The good aspect of converting to utf8mb4 is that you can store more symbols (including emojis), new collations (specially for Asian languages), and it's generally faster [1][2] using utf8mb4 on MySQL 8 vs utf8mb3 on MySQL 5.7. utf8mb4 is also the new reference for testing, improvements, and optimizations for MySQL developers.

[1] - https://dev.mysql.com/blog-archive/mysql-8-0-when-to-use-utf8mb3-over-utf8mb4/

[2] - https://www.percona.com/blog/charset-and-collation-settings-impact-on-mysql-performance/

On the other hand, using utf8mb4 means that the maximum number of bytes that one character can take is four bytes instead of three, and this may affect the amount of information that you can store in your text columns and indexes (the length of a column or index in bytes will still be the same, but you could be using more bytes for the same amount of characters in your CHAR, VARCHAR, or TEXT columns and indexes)

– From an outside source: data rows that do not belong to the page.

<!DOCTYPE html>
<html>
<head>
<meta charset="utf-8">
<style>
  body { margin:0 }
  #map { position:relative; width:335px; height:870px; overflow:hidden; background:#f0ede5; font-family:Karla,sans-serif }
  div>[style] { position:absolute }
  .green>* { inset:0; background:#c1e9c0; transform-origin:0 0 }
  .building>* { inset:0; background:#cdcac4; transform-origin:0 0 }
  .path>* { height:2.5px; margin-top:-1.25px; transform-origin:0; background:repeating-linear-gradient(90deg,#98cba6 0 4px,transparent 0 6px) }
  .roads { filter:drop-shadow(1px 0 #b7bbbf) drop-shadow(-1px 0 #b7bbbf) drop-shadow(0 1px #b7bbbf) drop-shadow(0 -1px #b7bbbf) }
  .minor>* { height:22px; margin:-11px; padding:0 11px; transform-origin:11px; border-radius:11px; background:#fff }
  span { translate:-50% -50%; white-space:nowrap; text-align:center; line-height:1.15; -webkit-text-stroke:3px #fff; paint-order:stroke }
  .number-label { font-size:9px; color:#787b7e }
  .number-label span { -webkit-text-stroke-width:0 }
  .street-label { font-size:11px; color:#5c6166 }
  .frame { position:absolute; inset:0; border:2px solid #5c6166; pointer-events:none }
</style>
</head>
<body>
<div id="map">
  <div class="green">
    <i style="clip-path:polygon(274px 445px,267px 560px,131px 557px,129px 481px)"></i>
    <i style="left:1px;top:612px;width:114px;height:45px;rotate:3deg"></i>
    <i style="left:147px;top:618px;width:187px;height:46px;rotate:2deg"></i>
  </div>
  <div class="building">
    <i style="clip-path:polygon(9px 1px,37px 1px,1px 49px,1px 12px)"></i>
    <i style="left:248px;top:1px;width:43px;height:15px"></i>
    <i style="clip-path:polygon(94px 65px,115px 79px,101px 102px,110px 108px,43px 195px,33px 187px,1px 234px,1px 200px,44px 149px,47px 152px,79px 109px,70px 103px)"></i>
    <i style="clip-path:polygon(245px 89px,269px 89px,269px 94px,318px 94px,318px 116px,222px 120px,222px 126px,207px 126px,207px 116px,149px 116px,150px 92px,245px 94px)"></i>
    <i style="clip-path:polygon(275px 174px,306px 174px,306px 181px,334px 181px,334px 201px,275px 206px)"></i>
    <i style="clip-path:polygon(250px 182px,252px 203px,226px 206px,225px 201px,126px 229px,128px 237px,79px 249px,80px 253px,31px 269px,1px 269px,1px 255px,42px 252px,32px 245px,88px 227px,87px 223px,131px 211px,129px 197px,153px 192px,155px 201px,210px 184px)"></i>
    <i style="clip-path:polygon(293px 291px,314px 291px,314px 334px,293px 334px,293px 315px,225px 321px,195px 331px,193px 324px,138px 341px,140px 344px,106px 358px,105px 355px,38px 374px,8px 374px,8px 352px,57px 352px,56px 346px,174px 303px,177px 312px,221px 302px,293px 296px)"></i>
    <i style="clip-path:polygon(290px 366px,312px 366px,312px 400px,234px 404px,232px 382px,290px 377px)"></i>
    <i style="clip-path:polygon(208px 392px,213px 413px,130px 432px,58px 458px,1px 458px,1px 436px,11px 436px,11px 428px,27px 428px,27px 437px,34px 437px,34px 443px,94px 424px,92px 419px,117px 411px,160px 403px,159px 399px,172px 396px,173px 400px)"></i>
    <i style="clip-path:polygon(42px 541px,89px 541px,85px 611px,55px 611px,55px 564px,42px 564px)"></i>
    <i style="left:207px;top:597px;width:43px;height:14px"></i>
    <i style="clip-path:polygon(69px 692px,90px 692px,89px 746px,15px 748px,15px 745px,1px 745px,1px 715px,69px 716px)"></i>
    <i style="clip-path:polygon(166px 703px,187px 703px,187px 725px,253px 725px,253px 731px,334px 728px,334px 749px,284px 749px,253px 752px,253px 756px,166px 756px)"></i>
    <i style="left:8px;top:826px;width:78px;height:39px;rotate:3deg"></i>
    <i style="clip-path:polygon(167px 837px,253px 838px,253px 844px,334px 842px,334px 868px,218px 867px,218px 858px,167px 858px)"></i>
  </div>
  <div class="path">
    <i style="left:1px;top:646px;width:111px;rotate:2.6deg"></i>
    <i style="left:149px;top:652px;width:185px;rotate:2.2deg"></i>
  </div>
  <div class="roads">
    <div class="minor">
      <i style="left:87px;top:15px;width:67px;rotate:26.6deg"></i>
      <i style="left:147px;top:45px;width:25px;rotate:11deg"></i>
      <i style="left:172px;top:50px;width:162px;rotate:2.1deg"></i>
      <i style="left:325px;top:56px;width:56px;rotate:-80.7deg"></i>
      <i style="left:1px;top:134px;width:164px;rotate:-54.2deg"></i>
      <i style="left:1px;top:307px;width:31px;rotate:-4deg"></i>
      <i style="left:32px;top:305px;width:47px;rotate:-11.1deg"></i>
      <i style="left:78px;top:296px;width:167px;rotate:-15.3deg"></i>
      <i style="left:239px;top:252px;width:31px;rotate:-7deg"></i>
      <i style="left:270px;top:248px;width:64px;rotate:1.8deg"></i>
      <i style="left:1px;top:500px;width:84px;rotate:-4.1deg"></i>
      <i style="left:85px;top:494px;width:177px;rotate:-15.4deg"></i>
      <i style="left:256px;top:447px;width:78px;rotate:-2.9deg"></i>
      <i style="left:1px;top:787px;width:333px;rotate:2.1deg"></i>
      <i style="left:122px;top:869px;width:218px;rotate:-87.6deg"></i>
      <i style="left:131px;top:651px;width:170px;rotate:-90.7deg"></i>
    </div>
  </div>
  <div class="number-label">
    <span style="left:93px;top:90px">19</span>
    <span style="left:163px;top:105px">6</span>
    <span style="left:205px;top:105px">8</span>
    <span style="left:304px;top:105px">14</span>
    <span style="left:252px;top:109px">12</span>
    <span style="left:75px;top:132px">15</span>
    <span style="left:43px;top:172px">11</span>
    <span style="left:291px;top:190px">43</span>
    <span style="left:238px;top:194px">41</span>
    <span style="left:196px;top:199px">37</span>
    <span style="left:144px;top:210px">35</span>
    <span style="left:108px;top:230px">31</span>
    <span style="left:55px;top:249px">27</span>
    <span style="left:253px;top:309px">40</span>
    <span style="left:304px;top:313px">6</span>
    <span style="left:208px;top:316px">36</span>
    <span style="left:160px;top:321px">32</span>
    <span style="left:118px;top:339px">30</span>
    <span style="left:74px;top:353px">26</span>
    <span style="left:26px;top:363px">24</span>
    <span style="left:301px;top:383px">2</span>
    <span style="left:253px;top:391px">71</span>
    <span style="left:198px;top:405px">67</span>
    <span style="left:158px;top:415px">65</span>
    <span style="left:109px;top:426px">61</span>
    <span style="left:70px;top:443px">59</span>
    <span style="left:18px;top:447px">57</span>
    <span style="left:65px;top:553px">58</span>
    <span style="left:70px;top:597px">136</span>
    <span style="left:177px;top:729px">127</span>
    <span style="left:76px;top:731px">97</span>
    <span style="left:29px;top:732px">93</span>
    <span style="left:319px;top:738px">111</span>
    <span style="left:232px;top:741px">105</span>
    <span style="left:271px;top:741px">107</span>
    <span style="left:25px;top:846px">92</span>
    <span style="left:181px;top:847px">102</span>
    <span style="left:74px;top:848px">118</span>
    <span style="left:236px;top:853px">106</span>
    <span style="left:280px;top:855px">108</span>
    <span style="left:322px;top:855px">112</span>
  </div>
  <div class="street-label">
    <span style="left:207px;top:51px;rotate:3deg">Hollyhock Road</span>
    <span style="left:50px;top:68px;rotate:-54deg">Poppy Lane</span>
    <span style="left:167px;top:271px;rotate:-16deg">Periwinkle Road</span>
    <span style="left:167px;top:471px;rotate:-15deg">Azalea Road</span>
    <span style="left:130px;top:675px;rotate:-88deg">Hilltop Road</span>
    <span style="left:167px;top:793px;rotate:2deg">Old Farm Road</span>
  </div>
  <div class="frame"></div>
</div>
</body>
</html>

So converting to utf8mb4 may require to change some column or index definitions:

  • increase column or key size, or use a larger data type to make space for up to 4 bytes/char.
  • if hitting limits, reduce column or key size (in char) if the application is still okay with it.

You can also read this Percona article about things to consider when migrating to utf8mb4 for more information.

So once you have migrated your instance from MySQL 5.7 to MySQL 8, migrating to utf8mb4 is not mandatory but it is very much recommended, specially if you don't want to get a bad surprise in a next minor release of MySQL 8.

Fortunately, we have automated this process to make migrations easier.

From your instance view in the DBOD web interface, if your instance is in version 8, you will see this icon:

instance view button

If you click in it, you will open the Character Set Conversion window:

character set conversion window

where you can select if you want to upgrade to utf8mb4 only the tables and columns defined with utf8/utf8mb3 or any other existing character set too, like latin, etc.

We strongly recommend you to try this first in a clone, to evaluate the changes and how these may affect your applications. You can also try first a 'dry run', in which case the job will only show you the changes that it would apply to your schema but nothing else.

Once you Confirm these changes in the window, a job will be executed to execute the conversion. Once it finishes, you can go to your CERNBox account and check a new folder called charset_conversion_reports under Shares --> Shared with me --> \<your_instance_name> folder.

CERNBox charset conversion reports folder

In this folder you will find three or five different files (depending on if you selected just a dry run or not).

files generated after charset conversion

  • the alter_statements-<timestamp>.sql file contains ALL the SQL statements that will be executed to perform the character set conversion of the instance.
  • the alter_statements_result-<timestamp>.log file constains the result of the execution of those statements.
  • the dump-before-charset_conversion-<timestamp>.sql file contains a DDL dump of your database objects before the character conversion.
  • the dump-after-charset_conversion-<timestamp>.sql file contains a DDL dump of your database objects after the character conversion.
  • finally, the dump-diff-<timestamp>.log file contains a diff of the previous two files to better identify what changed.